Dall’istruttoria disposta dalla Corte (comunicato del 24 giugno 2021) è emerso, in particolare, che sono tra 670 e 750 le persone attualmente in lista d’attesa per l’assegnazione ad una REMS; che i tempi medi di attesa sono di circa dieci mesi, ma anche molto più lunghi in alcune Regioni; e che molte di queste persone – ritenute socialmente pericolose dal giudice – hanno commesso gravi reati, anche violenti.
Nella sentenza depositata oggi si ricorda che le REMS sono state concepite dal legislatore, nel 2012, come strutture residenziali caratterizzate da una logica radicalmente diversa dai vecchi ospedali psichiatrici giudiziari (OPG), caratterizzati da una logica esclusivamente custodiale. Le REMS, pensate invece in funzione di un percorso di progressiva riabilitazione sociale, sono strutture di piccole dimensioni che devono favorire il mantenimento o la ricostruzione dei rapporti con il mondo esterno, alle quali il malato mentale può essere assegnato soltanto quando non sia possibile controllarne la pericolosità con strumenti alternativi, per esempio con l’affidamento ai servizi territoriali per la salute mentale.
L’assegnazione alle REMS resta però nell’ordinamento italiano una misura di sicurezza, disposta dal giudice penale non solo a scopo terapeutico ma anche per contenere la pericolosità sociale di una persona che ha commesso un reato. Ciò comporta – ha osservato la Corte – la necessità di rispettare i principi costituzionali sulle misure di sicurezza e sui trattamenti sanitari obbligatori, tra cui la riserva di legge: ossia l’esigenza che sia una legge dello Stato a disciplinare la misura, con riguardo non solo ai “casi” in cui può essere applicata ma anche ai “modi” con cui deve essere eseguita.
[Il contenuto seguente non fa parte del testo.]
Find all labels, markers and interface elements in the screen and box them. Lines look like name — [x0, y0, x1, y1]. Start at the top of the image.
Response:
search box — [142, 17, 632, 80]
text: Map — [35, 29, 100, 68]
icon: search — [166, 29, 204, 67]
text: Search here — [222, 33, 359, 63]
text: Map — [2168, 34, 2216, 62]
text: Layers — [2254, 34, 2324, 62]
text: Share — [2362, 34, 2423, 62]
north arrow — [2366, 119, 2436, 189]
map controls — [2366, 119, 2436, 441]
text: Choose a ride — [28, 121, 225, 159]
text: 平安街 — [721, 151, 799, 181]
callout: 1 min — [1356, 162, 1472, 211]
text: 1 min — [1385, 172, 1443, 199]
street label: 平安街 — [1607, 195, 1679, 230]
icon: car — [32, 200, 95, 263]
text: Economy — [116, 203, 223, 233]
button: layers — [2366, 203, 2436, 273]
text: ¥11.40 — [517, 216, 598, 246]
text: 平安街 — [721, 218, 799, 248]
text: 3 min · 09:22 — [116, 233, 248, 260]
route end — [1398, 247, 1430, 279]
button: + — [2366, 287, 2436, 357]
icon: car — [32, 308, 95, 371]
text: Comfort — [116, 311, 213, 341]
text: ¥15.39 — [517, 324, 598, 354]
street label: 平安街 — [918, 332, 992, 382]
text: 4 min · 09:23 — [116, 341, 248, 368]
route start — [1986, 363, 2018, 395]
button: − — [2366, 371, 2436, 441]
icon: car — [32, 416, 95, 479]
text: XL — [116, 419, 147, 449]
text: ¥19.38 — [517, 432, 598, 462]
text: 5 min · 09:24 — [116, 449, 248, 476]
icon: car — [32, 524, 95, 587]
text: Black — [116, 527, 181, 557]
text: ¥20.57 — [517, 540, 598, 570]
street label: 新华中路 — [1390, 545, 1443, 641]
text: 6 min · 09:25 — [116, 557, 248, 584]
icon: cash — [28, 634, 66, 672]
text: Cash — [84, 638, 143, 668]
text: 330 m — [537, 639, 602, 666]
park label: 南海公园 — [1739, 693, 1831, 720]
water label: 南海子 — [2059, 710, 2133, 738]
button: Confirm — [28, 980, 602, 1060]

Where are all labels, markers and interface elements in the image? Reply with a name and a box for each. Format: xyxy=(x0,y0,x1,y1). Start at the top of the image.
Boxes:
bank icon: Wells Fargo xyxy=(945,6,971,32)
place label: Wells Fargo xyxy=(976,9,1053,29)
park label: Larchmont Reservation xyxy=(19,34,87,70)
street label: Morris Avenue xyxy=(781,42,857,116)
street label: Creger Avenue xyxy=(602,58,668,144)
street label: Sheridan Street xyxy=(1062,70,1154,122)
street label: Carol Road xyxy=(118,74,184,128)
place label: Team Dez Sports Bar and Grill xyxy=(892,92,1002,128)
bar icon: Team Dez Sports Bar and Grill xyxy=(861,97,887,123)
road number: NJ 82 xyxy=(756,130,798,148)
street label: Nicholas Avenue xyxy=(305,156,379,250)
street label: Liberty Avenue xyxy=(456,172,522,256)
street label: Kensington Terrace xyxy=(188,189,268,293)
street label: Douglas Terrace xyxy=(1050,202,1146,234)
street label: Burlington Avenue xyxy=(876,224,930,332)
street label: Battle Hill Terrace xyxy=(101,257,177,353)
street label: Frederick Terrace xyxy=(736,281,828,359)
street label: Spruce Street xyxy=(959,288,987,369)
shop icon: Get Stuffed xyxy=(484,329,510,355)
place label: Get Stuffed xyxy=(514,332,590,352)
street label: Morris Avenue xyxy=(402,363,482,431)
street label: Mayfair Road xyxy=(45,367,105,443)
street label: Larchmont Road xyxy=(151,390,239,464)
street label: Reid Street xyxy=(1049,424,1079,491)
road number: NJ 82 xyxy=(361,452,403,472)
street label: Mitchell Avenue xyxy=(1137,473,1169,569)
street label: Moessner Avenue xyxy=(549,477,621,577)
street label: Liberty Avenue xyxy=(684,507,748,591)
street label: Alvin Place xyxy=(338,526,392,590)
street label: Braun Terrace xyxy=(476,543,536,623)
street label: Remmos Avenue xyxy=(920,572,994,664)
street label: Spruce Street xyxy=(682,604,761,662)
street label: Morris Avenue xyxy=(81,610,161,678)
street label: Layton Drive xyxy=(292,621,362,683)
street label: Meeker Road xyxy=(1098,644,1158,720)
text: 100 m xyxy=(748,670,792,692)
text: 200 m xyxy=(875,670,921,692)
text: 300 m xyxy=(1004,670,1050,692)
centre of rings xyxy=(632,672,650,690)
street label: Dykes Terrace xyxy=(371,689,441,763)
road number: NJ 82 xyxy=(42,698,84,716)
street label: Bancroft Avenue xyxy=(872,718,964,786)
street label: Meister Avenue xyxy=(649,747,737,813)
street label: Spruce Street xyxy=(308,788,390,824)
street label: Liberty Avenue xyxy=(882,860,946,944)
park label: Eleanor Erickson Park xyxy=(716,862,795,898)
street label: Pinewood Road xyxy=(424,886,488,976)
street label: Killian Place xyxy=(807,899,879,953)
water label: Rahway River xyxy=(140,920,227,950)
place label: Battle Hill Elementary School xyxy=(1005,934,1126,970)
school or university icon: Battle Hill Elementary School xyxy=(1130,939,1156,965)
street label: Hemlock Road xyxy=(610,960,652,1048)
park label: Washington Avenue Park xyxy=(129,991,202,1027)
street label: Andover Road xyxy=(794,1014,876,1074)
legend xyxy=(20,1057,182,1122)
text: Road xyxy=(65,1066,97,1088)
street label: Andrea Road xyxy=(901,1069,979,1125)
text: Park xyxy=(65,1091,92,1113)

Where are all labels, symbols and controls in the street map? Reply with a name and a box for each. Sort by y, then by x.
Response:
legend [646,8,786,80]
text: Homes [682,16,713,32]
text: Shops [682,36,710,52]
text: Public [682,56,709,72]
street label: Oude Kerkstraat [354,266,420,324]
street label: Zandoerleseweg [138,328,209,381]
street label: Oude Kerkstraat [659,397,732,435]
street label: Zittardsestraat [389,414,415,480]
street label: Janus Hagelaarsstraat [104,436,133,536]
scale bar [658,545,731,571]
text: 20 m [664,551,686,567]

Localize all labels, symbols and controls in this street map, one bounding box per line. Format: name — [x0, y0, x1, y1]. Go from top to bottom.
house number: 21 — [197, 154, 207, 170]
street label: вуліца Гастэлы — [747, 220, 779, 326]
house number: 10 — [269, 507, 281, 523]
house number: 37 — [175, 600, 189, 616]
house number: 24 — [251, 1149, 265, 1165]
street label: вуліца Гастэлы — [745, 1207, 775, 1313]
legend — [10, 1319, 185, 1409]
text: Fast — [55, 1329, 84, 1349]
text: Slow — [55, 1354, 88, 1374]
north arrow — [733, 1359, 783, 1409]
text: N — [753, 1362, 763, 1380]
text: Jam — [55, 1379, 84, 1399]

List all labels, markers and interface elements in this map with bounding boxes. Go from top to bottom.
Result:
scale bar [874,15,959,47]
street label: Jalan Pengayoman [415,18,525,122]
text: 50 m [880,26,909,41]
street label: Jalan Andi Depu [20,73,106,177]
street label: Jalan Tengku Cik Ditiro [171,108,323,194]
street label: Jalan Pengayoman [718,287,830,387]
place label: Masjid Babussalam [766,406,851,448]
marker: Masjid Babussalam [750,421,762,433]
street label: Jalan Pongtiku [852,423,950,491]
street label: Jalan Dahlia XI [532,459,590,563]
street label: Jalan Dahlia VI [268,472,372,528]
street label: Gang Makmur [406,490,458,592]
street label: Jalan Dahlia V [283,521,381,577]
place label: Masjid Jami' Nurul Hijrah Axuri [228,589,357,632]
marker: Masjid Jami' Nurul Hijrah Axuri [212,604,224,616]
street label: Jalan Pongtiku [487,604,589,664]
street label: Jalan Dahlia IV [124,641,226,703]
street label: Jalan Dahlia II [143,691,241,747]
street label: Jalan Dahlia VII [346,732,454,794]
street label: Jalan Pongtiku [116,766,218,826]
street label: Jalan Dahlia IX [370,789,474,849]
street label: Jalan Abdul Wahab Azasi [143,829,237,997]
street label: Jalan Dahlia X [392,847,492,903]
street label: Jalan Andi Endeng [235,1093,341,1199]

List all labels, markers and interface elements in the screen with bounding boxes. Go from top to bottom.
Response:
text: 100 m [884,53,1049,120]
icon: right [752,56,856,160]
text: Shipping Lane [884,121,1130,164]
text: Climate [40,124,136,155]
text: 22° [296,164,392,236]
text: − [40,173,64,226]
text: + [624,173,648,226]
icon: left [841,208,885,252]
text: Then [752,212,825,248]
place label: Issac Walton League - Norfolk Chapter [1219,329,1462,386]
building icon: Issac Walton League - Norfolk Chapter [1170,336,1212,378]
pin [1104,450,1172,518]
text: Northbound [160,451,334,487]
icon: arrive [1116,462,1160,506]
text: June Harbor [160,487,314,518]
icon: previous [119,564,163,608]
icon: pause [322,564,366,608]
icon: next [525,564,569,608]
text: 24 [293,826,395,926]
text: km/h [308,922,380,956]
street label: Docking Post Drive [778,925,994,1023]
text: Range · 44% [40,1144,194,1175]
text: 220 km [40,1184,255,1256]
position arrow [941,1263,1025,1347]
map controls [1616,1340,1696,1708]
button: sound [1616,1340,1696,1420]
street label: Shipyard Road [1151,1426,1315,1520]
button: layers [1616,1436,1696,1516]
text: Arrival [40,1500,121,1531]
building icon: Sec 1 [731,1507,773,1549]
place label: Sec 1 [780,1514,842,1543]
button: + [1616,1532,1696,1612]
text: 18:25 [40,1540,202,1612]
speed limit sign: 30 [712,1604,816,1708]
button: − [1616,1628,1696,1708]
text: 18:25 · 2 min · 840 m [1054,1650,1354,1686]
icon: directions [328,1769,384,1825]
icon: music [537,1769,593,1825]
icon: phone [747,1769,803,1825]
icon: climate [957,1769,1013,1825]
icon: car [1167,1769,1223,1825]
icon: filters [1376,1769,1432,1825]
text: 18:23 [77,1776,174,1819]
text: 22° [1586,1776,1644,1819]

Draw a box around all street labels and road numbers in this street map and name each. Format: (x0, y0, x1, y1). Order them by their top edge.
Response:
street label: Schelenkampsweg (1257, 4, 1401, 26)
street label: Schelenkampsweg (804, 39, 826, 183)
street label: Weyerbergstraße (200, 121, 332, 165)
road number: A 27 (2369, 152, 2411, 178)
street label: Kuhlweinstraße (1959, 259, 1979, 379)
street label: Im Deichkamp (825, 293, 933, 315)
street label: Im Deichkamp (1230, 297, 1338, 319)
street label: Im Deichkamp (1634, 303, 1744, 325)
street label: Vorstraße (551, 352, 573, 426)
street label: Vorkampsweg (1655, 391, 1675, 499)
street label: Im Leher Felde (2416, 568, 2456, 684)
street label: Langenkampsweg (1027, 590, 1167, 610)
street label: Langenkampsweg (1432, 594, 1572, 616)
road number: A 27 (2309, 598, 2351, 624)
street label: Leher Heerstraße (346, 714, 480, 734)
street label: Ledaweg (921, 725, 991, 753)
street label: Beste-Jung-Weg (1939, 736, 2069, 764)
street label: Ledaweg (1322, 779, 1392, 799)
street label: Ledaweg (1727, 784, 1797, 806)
Al contrario, oggi la regolamentazione delle REMS è solo in minima parte affidata alla legge; in gran parte è rimessa ad atti normativi secondari e ad accordi tra Stato e autonomie territoriali, che rendono fortemente disomogenee queste realtà da Regione a Regione.
La Corte ha poi sottolineato che a causa dei suoi gravi problemi di funzionamento il sistema non tutela in modo efficace né i diritti fondamentali delle potenziali vittime di aggressioni, che il soggetto affetto da patologie psichiche potrebbe nuovamente realizzare, né il diritto alla salute del malato, il quale non riceve i trattamenti necessari per aiutarlo a superare la propria patologia e a reinserirsi gradualmente nella società.
La Corte ha inoltre osservato che la totale estromissione del ministro della Giustizia da ogni competenza in materia di REMS – e dunque in materia di esecuzione di misure di sicurezza disposte dal giudice penale – non è compatibile con l’articolo 110 della Costituzione, che assegna al Guardasigilli la responsabilità dell’organizzazione e del funzionamento dei servizi relativi alla giustizia.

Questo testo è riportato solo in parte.